Dataset entries:
[Start of Attachment]
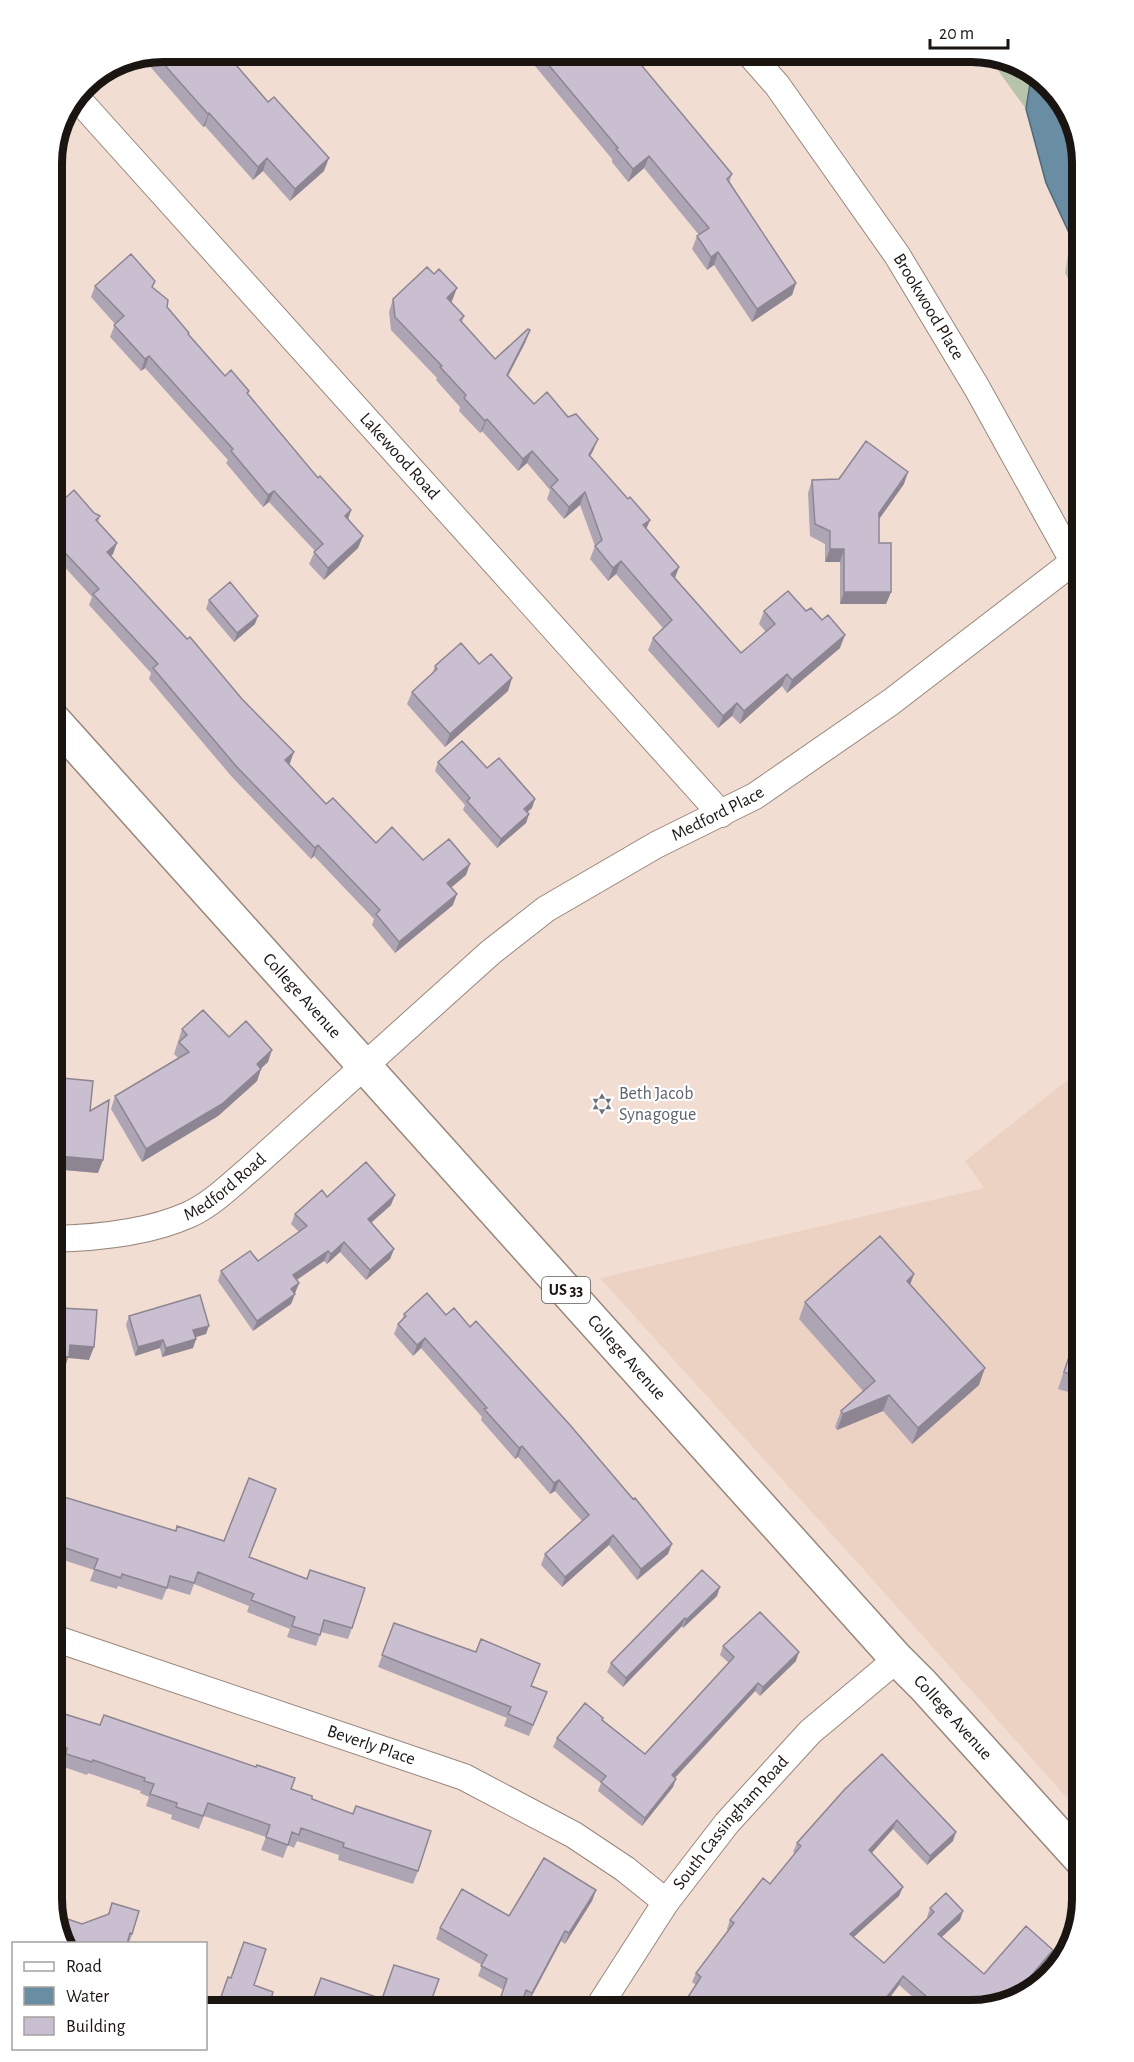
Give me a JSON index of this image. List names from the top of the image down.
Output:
{
  "streets": {
    "main road": ["College Avenue", "US 33"],
    "street": [
      "Brookwood Place",
      "Lakewood Road",
      "Medford Place",
      "Medford Road",
      "Beverly Place",
      "South Cassingham Road"
    ]
  },
  "crossings": [
    ["Lakewood Road", "Medford Place"],
    ["Medford Place", "College Avenue"],
    ["Medford Place", "Medford Road"],
    ["College Avenue", "Medford Road"],
    ["College Avenue", "South Cassingham Road"],
    ["Beverly Place", "South Cassingham Road"]
  ],
  "places": {
    "synagogue": ["Beth Jacob Synagogue"]
  },
  "legend": ["Road", "Water", "Building"],
  "scale_bar": "20 m"
}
[End of Attachment]
WHAT TO WORK ON - Repeat the records above exactly, leaving out any pictures they contain.

PROBLEM SOLUTION -
Give me a JSON index of this image. List names from the top of the image down.
Output:
{
  "streets": {
    "main road": ["College Avenue", "US 33"],
    "street": [
      "Brookwood Place",
      "Lakewood Road",
      "Medford Place",
      "Medford Road",
      "Beverly Place",
      "South Cassingham Road"
    ]
  },
  "crossings": [
    ["Lakewood Road", "Medford Place"],
    ["Medford Place", "College Avenue"],
    ["Medford Place", "Medford Road"],
    ["College Avenue", "Medford Road"],
    ["College Avenue", "South Cassingham Road"],
    ["Beverly Place", "South Cassingham Road"]
  ],
  "places": {
    "synagogue": ["Beth Jacob Synagogue"]
  },
  "legend": ["Road", "Water", "Building"],
  "scale_bar": "20 m"
}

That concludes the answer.